The Osun-Osogbo festival, without a doubt, is more than just sacrifices performed to celebrate the Osun River goddess. Several activities are also planned around the festival, as tourists and visitors all come to witness, interact and partake in the two-week long celebration. However, there is a sequence of rituals that kick off the celebrations and these are:
1. The Iwopopo Ritual: This is a ritual done to cleanse the city from evil. It is done first before the festival starts properly.
2. The Ina Olujumerindinlogun Ritual: This is the traditional ritual that involves the lighting of a 16-point lamp which is believed to be 600 years old. This ritual is carried out three days after the Iwopopo ritual is done.
3. The Iboriade Ritual: The Iboriade ritual is when all the crowns of the past kings – Ataojas – are assembled for blessings by the sitting Ataoja of Osogbo, the Arugba, the Yeye Osun, and a committee of priestesses.
4. The Arugba Ritual: This is one of the major highlights of the festival. A calabash containing the sacrifice materials that would be used to appease and worship the goddess is carried across town by a votary virgin, on her head. As she leads the procession to the river, the people, seeing her as a representative of the goddess, cast their problems on her and say prayers.
Beyond the traditional rites enumerated above, the Osun-Osogbo festival has a lot of other side attractions and activities that make the event a wholesome experience for even first time visitors and tourists.

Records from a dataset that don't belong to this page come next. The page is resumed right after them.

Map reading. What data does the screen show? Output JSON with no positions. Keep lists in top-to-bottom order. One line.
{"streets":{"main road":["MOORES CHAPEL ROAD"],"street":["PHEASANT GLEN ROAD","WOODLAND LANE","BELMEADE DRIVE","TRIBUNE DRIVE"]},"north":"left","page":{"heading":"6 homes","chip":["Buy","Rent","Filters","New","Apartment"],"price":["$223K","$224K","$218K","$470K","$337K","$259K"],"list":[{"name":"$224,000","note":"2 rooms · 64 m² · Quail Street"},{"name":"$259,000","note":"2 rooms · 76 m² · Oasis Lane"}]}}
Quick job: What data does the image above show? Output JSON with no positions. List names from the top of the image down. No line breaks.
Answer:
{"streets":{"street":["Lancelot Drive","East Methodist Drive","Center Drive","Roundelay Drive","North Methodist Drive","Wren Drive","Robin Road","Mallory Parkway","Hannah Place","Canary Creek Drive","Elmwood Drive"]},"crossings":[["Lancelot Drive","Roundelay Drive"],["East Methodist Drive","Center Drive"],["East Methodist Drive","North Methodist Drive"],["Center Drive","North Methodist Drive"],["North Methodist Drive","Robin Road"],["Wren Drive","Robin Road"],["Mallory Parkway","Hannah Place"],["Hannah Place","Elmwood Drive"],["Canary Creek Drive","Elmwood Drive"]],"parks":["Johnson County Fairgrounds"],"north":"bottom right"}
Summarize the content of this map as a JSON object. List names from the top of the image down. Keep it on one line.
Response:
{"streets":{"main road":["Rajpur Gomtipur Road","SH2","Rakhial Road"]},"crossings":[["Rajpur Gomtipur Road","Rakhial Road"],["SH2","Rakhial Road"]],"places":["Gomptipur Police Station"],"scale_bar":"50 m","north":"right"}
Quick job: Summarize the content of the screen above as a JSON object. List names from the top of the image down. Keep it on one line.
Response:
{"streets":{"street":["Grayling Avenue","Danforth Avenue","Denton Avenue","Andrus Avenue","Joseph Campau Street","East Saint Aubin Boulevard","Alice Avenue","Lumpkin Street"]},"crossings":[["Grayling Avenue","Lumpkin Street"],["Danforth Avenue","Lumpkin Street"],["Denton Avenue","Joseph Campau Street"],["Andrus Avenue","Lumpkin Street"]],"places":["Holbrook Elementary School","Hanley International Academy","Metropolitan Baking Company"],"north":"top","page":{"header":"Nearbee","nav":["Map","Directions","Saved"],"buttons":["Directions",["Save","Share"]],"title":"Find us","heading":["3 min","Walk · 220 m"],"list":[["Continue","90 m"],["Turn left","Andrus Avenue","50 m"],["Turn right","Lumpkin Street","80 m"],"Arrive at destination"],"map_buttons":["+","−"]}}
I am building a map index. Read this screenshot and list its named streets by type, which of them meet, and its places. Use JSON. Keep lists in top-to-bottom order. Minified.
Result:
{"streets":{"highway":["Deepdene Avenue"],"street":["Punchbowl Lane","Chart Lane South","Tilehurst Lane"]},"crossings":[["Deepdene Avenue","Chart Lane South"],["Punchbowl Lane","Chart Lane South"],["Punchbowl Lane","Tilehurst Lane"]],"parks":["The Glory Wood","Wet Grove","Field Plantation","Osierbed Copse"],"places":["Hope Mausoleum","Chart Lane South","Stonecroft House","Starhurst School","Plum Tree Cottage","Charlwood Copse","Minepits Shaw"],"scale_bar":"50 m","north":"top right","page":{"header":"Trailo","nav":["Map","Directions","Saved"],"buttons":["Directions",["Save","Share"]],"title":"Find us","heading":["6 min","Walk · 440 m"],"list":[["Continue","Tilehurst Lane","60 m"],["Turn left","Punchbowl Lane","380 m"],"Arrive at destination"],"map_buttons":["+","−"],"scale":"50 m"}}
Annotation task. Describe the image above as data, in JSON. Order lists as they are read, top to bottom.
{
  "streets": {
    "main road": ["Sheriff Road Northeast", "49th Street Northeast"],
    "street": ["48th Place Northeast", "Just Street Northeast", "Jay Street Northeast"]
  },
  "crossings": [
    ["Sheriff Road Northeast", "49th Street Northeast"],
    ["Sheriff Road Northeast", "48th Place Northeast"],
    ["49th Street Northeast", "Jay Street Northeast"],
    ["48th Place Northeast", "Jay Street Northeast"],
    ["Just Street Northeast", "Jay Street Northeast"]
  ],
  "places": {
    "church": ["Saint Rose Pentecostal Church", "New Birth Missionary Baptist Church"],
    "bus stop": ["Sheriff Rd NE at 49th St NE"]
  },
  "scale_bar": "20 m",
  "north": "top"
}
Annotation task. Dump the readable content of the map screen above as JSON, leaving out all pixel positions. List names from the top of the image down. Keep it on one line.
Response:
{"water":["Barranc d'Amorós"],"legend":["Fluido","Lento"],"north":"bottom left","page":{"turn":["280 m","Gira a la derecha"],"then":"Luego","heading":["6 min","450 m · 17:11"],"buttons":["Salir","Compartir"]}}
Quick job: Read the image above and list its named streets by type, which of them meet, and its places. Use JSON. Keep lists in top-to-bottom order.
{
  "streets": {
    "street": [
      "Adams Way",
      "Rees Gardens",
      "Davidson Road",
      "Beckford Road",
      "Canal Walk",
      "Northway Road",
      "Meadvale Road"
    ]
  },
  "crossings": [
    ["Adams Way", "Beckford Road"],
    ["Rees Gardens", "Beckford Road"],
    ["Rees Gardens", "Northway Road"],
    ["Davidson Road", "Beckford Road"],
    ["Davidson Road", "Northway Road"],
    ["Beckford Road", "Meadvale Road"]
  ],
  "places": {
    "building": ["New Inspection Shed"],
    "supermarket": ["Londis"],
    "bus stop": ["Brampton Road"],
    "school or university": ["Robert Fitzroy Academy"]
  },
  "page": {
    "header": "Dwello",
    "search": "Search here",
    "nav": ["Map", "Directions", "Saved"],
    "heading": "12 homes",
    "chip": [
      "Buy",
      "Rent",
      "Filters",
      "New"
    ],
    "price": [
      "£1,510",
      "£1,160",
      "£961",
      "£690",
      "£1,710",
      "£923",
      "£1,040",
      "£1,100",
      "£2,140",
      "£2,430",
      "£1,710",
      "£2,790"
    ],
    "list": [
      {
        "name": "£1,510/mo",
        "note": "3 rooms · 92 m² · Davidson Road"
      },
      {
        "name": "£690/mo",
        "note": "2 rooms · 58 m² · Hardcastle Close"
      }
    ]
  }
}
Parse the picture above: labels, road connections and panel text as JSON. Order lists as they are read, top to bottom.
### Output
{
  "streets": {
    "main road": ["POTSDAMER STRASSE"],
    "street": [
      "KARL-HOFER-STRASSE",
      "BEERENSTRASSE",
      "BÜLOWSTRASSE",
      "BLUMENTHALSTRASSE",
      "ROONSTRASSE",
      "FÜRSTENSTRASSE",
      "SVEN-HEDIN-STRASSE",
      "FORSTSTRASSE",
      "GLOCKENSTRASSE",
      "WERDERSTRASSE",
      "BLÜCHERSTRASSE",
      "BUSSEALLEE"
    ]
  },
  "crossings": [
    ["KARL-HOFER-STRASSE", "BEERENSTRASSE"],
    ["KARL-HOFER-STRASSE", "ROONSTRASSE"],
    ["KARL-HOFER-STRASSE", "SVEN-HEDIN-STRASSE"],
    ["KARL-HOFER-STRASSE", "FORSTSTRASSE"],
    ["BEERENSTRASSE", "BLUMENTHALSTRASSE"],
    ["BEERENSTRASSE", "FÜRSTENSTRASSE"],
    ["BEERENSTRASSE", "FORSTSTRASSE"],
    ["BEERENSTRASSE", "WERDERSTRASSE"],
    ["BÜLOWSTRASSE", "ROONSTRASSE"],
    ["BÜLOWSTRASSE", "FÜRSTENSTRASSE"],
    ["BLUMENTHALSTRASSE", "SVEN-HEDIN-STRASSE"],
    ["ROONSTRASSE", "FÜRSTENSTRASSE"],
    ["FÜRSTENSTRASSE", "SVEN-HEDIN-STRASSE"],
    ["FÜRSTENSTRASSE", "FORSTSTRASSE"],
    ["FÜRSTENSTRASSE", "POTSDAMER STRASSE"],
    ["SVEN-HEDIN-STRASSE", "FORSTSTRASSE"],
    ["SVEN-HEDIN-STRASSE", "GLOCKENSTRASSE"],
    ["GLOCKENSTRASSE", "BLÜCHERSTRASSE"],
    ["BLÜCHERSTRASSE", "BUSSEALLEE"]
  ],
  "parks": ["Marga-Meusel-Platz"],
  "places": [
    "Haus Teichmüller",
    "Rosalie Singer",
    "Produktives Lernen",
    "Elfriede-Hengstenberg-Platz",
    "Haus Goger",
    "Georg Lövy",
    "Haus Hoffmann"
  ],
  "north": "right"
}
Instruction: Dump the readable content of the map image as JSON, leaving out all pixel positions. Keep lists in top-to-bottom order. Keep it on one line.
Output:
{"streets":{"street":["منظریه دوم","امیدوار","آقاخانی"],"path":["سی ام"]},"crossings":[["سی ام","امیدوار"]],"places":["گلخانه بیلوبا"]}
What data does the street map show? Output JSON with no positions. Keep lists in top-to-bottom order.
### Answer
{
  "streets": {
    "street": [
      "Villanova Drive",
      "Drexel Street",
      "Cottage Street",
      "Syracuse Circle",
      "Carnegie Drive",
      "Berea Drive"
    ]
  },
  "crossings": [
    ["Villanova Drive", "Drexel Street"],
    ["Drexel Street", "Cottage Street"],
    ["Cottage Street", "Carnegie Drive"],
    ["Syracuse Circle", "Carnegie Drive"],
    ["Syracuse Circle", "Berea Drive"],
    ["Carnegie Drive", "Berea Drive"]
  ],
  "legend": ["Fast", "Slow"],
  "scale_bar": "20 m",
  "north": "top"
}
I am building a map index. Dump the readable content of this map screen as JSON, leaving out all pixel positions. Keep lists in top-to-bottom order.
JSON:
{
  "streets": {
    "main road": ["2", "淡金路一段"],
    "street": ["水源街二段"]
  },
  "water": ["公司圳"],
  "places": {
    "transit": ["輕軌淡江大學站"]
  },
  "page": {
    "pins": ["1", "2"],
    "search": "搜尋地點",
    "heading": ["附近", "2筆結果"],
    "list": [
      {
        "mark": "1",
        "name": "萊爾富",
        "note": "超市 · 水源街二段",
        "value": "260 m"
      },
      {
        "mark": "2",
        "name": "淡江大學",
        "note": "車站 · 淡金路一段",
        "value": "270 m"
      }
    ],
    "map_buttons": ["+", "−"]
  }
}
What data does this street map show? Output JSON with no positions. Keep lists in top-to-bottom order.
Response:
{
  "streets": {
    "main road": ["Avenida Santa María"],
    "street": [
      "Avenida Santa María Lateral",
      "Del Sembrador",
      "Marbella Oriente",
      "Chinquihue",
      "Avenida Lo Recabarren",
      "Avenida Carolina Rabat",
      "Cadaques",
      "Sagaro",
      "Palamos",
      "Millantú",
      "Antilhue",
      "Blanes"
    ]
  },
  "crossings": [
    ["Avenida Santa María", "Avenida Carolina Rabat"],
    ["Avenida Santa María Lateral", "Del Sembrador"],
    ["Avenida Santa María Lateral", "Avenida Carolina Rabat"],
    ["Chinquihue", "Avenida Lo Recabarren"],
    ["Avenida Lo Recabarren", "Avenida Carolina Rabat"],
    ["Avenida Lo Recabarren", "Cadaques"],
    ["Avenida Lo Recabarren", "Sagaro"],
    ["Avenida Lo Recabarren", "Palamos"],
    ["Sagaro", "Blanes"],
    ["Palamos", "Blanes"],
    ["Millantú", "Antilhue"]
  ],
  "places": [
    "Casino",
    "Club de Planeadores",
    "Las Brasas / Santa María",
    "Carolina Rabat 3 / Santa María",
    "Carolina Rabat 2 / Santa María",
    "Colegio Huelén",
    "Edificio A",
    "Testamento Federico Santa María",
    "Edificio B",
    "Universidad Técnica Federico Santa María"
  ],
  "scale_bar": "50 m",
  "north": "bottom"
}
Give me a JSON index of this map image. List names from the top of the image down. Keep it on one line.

There are trade fairs, games and other fun activities planned out that make it an exciting two weeks of celebration.
The Osun-Osogbo festival has evolved beyond just being a cultural event celebrated by the Yoruba peoples of Osogbo to being a renown international celebration that keeps attracting new participants yearly. The story of the festival would be incomplete without talking about the significant impact that Susanne Sawyer – the Austrian born artist – had on the culture.
The 1950s saw the desecration of the Osun-Osogbo Grove: shrines were neglected, priests abandoned the grove as customary responsibilities and sanctions weakened. Prohibited actions like fishing, hunting and felling of trees in the grove took place until Susanne Wenge came and stopped the abuse going on in the grove.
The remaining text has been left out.